Newcastle Law School


About Us

Newcastle Law School is based in the centre of a friendly and lively city in the North East.

Entrance to Newcastle Law School

Newcastle Law School is committed to delivering excellent research-led teaching for our students and excellent research and scholarship to contribute to the discipline.

The Law School is ranked in the top 30 law schools in the UK (Complete University Guide, 2019; and Time/Sunday Times Good University Guide 2019). Dedication to teaching is evidenced both at an Institutional level (Newcastle University awarded TEF Gold for teaching excellence in 2018; and within the school - staff are frequently nominated by students for teaching excellence and Dr. Hélène Tyrrell, Lecturer in Public Law, won Law Teacher of the Year 2018 at the Northern Law Awards.

In terms of research, 70% of staff outputs were rated as world leading or internationally excellent in the REF 2014 (Research Excellence Framework). Our research engages all areas of law under the theme of Law, Innovation and Society, including the areas of human rights and social justice, commercial and corporate law, environmental law, migration, gender studies, internet law, intellectual property law, regulation of biomedicine and artificial intelligence.

The School is committed to taking Newcastle to the world and bringing the world to Newcastle through student and staff exchanges, research and scholarly activity, visiting posts, and wider student engagement. Opportunities for students to study abroad for a year have increased significantly in recent years with the expansion of both the European Legal Studies stream and the International Legal Studies stream. At present there are 43 exchange places, across 7 EU universities and 6 ‘international’ universities allowing for approximately 20% of a single year cohort to take advantage of this valuable and exciting opportunity. 

A key feature of our undergraduate offering is the opportunity for students to take part in one of our “Pro-bono” schemes. These schemes involve students and staff engaging with a wide variety of community organisations.

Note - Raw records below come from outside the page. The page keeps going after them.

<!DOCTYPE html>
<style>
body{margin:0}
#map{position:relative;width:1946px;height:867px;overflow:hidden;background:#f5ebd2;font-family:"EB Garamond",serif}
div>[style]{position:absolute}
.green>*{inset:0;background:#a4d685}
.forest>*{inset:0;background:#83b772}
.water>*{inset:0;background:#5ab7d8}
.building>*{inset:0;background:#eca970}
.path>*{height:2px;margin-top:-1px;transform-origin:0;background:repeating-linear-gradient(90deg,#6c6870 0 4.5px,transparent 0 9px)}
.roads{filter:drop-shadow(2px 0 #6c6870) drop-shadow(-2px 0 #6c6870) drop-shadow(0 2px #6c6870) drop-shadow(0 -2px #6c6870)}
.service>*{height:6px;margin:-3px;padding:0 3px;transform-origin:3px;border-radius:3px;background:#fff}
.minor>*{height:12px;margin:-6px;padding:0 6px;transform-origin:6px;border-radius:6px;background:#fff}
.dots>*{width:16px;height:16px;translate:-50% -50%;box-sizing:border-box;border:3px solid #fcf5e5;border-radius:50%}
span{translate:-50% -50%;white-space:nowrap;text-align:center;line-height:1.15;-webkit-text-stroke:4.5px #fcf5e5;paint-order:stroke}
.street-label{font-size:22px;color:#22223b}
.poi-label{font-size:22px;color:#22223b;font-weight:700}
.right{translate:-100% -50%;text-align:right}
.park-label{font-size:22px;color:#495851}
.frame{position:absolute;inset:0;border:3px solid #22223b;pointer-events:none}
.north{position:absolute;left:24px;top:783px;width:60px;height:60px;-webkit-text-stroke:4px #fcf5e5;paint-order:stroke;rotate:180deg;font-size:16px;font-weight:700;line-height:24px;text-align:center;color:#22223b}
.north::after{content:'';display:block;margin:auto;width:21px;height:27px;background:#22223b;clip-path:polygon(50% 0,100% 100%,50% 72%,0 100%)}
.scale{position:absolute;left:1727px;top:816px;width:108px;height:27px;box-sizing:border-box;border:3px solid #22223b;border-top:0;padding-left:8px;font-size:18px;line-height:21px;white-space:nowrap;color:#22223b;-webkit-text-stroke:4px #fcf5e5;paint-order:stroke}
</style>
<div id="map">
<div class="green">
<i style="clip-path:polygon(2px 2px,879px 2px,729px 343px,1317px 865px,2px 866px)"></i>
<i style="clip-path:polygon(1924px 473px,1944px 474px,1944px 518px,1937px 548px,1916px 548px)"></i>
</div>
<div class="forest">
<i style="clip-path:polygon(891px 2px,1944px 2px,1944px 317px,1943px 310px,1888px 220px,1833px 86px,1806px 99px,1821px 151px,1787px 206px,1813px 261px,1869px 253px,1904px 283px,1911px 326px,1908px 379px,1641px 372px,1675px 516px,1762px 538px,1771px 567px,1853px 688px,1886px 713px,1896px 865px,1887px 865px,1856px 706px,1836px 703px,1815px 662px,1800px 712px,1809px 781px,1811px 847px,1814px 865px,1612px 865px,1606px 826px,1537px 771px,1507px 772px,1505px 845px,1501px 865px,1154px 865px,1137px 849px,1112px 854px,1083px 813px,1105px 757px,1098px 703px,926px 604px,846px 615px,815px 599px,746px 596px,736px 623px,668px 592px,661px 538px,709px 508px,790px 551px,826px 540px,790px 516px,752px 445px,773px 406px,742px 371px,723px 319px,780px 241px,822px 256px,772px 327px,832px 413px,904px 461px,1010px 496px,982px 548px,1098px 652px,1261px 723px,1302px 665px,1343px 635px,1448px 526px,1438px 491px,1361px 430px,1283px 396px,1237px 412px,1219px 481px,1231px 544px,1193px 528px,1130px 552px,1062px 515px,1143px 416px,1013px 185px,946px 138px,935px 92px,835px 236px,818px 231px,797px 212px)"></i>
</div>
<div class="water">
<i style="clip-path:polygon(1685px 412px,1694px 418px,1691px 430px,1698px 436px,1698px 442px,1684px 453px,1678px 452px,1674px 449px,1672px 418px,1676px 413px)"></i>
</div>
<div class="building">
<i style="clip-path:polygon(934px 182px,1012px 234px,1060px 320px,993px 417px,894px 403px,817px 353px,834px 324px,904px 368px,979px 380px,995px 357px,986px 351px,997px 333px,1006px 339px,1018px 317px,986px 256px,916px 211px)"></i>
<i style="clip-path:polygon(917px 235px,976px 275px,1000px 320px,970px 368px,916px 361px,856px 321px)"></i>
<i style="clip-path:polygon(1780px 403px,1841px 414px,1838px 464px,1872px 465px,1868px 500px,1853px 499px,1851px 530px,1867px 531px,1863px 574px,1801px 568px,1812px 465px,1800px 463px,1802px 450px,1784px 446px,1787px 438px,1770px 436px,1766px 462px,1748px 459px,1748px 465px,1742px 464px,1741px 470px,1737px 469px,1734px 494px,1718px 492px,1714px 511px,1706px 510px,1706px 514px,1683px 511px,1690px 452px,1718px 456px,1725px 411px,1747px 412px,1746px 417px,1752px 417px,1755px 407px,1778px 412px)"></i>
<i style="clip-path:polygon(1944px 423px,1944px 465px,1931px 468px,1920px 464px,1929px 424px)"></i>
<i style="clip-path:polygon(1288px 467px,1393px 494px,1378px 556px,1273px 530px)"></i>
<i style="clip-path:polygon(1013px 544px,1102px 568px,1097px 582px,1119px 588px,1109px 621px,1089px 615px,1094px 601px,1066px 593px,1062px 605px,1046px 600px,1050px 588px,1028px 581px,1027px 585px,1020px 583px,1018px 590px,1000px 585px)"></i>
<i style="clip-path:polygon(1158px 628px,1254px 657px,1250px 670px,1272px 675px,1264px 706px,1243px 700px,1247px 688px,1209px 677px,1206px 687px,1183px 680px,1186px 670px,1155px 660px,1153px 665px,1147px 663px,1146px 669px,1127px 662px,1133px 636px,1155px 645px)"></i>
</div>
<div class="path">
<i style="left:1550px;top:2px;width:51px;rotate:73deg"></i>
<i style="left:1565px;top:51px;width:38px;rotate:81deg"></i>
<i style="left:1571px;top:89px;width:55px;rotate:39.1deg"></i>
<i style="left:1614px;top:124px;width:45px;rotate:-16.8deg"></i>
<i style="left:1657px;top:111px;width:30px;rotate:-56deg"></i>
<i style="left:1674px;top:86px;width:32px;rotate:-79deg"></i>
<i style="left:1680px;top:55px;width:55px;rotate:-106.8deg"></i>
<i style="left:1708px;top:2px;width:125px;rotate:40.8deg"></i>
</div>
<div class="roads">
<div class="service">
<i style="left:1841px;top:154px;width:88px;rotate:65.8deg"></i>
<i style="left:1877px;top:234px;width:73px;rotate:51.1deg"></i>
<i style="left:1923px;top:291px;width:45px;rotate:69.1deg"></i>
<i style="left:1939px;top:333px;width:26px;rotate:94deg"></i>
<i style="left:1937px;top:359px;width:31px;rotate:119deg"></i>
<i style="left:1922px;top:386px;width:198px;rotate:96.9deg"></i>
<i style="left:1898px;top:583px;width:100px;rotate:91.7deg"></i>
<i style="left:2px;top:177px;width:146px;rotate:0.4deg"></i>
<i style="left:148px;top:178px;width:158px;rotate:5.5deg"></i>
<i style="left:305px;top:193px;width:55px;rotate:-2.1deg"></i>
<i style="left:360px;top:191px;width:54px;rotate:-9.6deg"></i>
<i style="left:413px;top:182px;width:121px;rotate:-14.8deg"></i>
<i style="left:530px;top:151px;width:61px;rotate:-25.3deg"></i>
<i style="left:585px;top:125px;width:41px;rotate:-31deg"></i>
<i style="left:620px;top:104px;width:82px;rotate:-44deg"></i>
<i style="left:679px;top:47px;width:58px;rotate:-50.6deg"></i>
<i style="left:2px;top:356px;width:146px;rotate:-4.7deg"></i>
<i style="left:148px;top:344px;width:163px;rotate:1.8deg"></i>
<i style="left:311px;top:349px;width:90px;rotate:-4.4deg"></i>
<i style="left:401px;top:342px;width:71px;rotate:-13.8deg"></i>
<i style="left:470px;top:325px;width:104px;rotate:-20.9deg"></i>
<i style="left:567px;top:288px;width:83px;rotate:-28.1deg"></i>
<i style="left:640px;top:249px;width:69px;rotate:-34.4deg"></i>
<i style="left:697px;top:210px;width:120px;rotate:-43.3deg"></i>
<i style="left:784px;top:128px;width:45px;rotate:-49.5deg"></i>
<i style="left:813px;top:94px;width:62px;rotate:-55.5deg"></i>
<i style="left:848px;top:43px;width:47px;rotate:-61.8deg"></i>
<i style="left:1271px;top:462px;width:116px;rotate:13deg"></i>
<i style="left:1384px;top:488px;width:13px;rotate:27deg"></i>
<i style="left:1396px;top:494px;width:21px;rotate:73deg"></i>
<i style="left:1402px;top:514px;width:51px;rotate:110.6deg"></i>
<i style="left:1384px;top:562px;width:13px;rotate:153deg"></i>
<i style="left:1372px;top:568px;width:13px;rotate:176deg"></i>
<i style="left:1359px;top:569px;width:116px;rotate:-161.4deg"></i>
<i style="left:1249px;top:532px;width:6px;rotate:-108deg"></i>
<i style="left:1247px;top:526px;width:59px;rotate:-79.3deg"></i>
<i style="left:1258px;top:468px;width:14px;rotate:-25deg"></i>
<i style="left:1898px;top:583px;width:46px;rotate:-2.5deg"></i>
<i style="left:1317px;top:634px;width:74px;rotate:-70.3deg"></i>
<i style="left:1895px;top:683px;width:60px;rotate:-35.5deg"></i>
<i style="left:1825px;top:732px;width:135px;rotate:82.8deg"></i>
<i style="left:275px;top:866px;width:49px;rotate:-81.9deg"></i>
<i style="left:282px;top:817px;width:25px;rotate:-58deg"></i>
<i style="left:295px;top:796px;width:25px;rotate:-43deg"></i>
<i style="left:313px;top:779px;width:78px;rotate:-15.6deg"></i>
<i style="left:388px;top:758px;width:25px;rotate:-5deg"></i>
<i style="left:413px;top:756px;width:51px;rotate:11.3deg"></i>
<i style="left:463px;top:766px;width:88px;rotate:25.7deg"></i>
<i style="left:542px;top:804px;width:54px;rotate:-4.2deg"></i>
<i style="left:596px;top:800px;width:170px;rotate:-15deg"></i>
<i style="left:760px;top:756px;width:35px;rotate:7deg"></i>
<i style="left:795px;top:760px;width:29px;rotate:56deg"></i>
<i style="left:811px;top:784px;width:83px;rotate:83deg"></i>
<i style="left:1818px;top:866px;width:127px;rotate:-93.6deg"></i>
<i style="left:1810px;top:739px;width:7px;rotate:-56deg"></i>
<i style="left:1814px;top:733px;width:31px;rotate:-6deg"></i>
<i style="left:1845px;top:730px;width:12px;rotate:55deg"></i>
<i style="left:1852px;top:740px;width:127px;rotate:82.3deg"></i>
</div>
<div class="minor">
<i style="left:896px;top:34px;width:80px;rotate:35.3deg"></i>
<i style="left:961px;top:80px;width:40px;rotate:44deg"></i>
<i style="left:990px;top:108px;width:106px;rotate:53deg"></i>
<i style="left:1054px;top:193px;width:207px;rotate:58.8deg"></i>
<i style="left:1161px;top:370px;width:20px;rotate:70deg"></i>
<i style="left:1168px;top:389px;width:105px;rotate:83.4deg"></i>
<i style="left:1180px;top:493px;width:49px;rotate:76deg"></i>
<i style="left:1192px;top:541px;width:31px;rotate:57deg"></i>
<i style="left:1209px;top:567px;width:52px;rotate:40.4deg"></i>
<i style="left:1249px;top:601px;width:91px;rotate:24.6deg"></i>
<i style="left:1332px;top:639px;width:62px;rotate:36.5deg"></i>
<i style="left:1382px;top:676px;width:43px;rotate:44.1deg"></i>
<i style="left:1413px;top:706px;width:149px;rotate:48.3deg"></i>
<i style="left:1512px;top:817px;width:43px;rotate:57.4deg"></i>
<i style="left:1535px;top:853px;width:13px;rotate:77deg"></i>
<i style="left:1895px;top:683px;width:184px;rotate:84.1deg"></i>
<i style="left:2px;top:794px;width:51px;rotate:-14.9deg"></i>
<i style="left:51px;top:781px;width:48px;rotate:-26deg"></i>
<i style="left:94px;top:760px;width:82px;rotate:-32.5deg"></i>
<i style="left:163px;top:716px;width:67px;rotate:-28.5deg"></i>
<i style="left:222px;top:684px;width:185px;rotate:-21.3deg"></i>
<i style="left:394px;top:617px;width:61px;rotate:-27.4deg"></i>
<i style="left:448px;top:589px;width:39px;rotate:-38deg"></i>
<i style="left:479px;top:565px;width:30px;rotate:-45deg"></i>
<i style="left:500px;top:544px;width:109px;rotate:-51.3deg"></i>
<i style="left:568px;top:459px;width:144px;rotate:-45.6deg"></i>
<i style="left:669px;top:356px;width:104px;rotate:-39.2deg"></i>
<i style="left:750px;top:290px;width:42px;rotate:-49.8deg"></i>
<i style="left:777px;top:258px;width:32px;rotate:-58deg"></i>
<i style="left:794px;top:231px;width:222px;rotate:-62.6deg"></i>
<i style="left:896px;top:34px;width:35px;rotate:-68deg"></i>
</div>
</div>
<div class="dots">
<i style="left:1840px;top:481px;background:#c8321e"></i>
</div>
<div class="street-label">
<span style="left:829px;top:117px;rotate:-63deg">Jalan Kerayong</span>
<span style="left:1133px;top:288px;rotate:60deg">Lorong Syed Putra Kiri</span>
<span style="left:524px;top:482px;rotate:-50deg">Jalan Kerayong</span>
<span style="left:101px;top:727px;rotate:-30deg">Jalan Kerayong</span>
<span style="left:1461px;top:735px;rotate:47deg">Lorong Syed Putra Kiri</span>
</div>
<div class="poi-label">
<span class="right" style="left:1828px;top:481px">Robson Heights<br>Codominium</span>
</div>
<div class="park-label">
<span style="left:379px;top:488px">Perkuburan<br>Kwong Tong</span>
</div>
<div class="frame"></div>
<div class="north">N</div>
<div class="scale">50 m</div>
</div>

  • Our award winning Street Law project works with a wide variety of disadvantaged and underrepresented groups including children and young people to raise awareness of issues relating to the legal system, children’s rights, and the law.
  • The NCDV Caseworker scheme (formerly known as McKenzie Friend), in partnership with the National Centre for Domestic Violence (NCDV), gives law students the opportunity to support victims of domestic violence who lack legal representation.
  • Legacare is a local North East charity and law firm, which provides free legal advice to people with terminal or life-threatening illnesses. Third year students obtain work placements at Legacare to assist in their advice service.
  • Support through Court, (formally PSU) work with clients who cannot afford legal representation and may not qualify for legal aid, providing them with emotional and/or practical support in going through the court process. Third year students volunteer to help support those using the PSU services.

Taking part in these activities helps students develop multiple transferable skills such as communication (oral and written), team-work, presentation skills, listening skills, time management, independence and resilience. Other activities within the law school aimed at developing key transferable skills are Client Interviewing, Mooting and Client Negotiation.

The Law School is situated on the eastern edge of the city campus, beside the Philip Robinson Library. The School, which consists of four Victorian terraced houses, is a self-contained learning environment consisting of a newly refurbished lecture theatre, mooting room, conference room, seminar rooms, student common room, staff officers and our very own law library. Our location, facilities and size allows us to concentrate on delivering high quality teaching and research in a collegial environment.

We are a supportive, yet challenging law school. We help students transition from A-level studies to university life through our Widening Academic Skills and Practice sessions, which run throughout the first year of study. Further skills sessions such as time management, critical analysis skills, problem solving, essay writing and marking and assessment, are embedded in the Second and Third Year of study. The careers service offers weekly drop in sessions at the law school and personal tutors are assigned to each student to provide help and advice as and when needed during the course of the degree.